JAXA、名古屋大学などを中心とする研究グループは「れいめい」衛星、「あらせ」衛星の観測などから、数秒から10秒程度で点滅するオーロラ(脈動オーロラ)の成因と、超高エネルギー電子が宇宙から地球に降り込む現象(マイクロバースト)を統一的に説明する理論を提案しています。この理論を観測的に実証するため、LAMP (Loss through Auroral Microburst Pulsation) 観測ロケット実験を行いました。LAMPは本研究グループが2015年から米国研究者と議論を重ね、NASAに提案・採択された計画です。日本は高エネルギー電子観測器(HEP)、オーロラカメラ(AIC) 2台、そして磁力計(MIM)の4機器からなる観測器パッケージ PARM2 (Pulsating AuRora and Microburst 2)を搭載しています。

ポーカーフラットにあるサイエンスオペレーションセンターで撮影した脈動オーロラ
ポーカーフラットにあるサイエンスオペレーションセンターで撮影した脈動オーロラ

開発されたロケットは、米国アラスカ州ポーカーフラットリサーチレンジの射場に移動し、2022年2月24日から打上げウインドウに入りました。同時に本研究グループメンバーによって、アラスカ北方のベネタイ、フォートユーコンにもオーロラ高速撮像用のカメラ群が展開されました。そして、打上げウインドウ10日目の3月5日2:27:30(アラスカ現地時間)にロケットが打ち上げられました。打上げ決行を決断しても、実際の打上げまでに15分、ロケットがベネタイ上空に差しかかるまでに約5分、合計約20分がかかります。祈るような時間でしたが、活発に変化する脈動オーロラに突入することに成功しました。

ベネタイの観測小屋

初期的な分析からは、ロケット搭載の各観測機器が順調に稼働し、観測データを取得したことが確認されました。また、地上からのオーロラ観測によって、実験時にアラスカの広い範囲で高速に変化する脈動オーロラが現れていたことが明らかになっています。

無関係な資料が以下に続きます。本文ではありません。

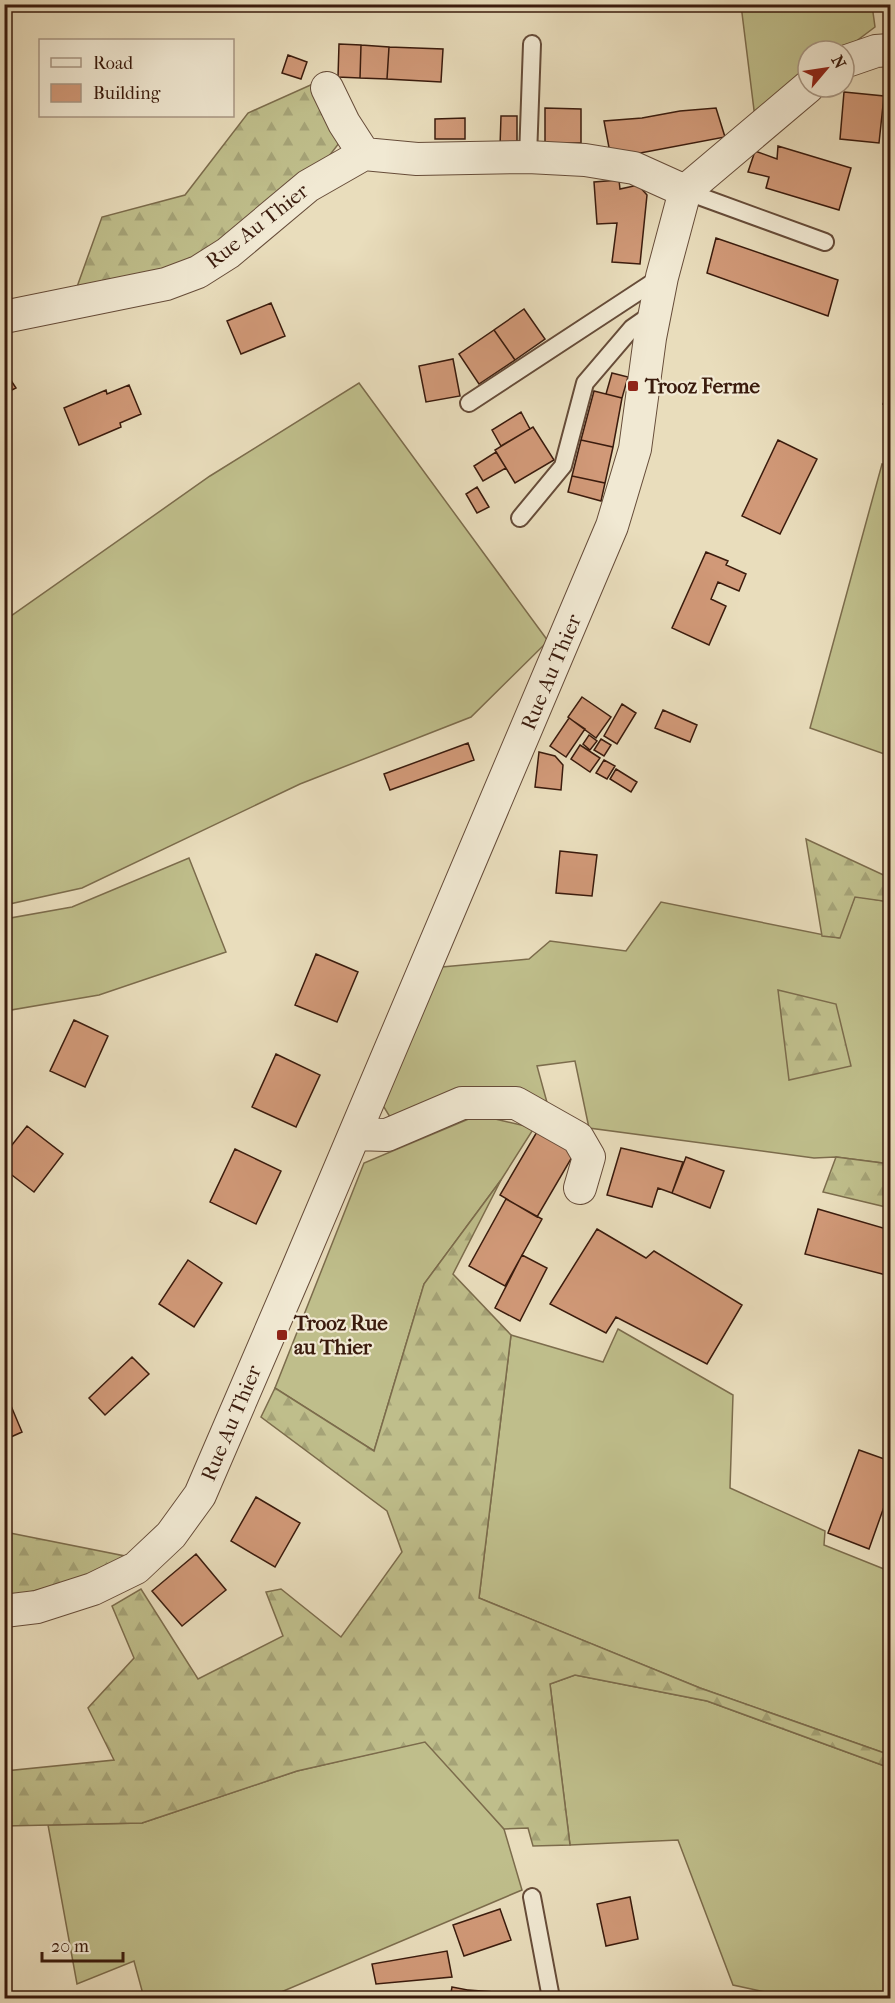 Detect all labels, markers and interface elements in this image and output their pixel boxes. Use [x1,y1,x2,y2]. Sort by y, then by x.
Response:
legend [39,39,234,117]
north arrow [796,39,856,99]
text: N [827,52,850,73]
text: Road [93,53,133,74]
text: Building [93,83,161,104]
street label: Rue Au Thier [201,179,313,273]
place label: Trooz Ferme [644,374,760,398]
marker: Trooz Ferme [626,379,640,393]
street label: Rue Au Thier [516,611,586,733]
place label: Trooz Rue au Thier [293,1311,388,1359]
marker: Trooz Rue au Thier [275,1328,289,1342]
street label: Rue Au Thier [196,1362,266,1484]
scale bar [42,1925,123,1963]
text: 20 m [51,1936,89,1957] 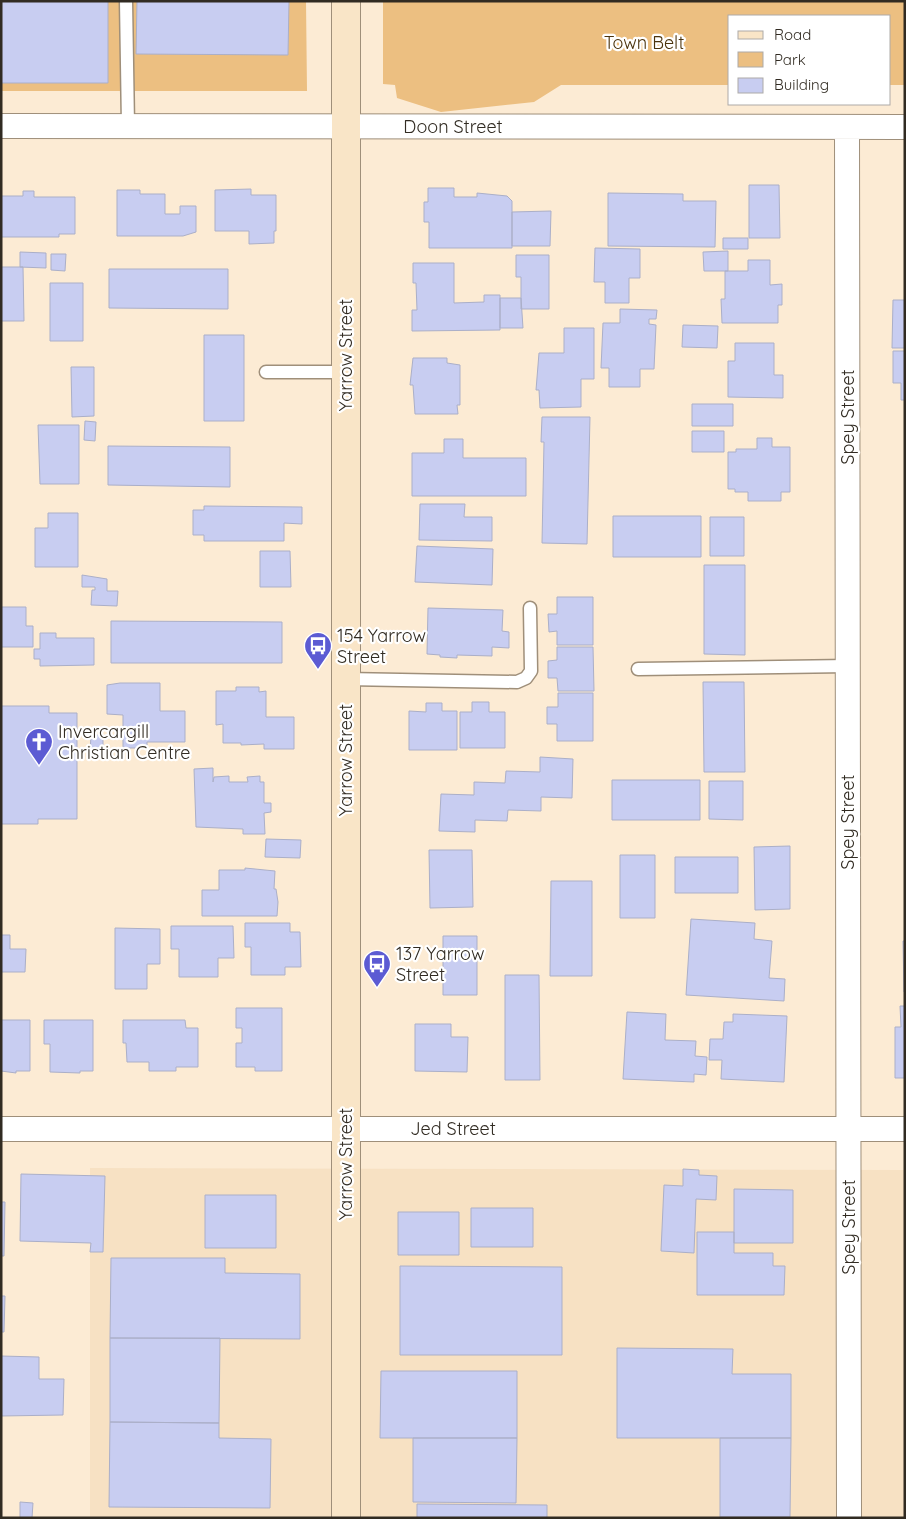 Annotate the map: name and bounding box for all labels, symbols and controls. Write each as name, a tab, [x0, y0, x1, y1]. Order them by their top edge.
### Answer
legend	[728, 15, 891, 105]
text: Road	[774, 25, 811, 44]
park label: Town Belt	[604, 31, 684, 54]
text: Park	[774, 50, 806, 69]
text: Building	[774, 75, 829, 94]
street label: Doon Street	[403, 115, 503, 138]
street label: Yarrow Street	[334, 299, 357, 411]
street label: Spey Street	[836, 369, 859, 465]
place label: 154 Yarrow Street	[337, 624, 426, 668]
bus stop icon: 154 Yarrow Street	[303, 631, 333, 670]
street label: Yarrow Street	[334, 704, 357, 816]
place label: Invercargill Christian Centre	[58, 720, 191, 764]
church icon: Invercargill Christian Centre	[24, 727, 54, 766]
street label: Spey Street	[836, 774, 859, 870]
place label: 137 Yarrow Street	[396, 942, 485, 986]
bus stop icon: 137 Yarrow Street	[362, 949, 392, 988]
street label: Yarrow Street	[334, 1108, 357, 1220]
street label: Jed Street	[410, 1117, 496, 1140]
street label: Spey Street	[837, 1179, 860, 1275]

本実験では理想的な状態での観測に成功しました。今後の詳細な解析によって、脈動オーロラの変調機構と、キラー電子とも呼ばれる超高エネルギー電子の降りこみとの関係が明らかになることが期待されます。また、2023年にはスウェーデンで次世代型三次元大型大気レーダーEISCAT_3Dが稼働を始めます。本研究グループはEISCAT_3Dの視野内に観測ロケットを打ち上げるLAMP-2の検討を進めており、宇宙からの超高エネルギー電子の降り込みが地球の超高層大気、さらには中層大気に及ぼす影響の解明につなげようとしています。

LAMPはNASAゴダード宇宙飛行センターのほか、JAXA、名古屋大学、電気通信大学、東北大学、九州工業大学、ニューハンプシャー大学、ダートマス大学、アイオワ大学、アラスカ大学による国際共同研究チームによって開発、打上げが行われました。また、本研究はJSPS科研費 15H05747、16H06286、17K18804、18KK0100、21H04526のほか、村田学術振興財団研究助成制度の助成を受けて行われています。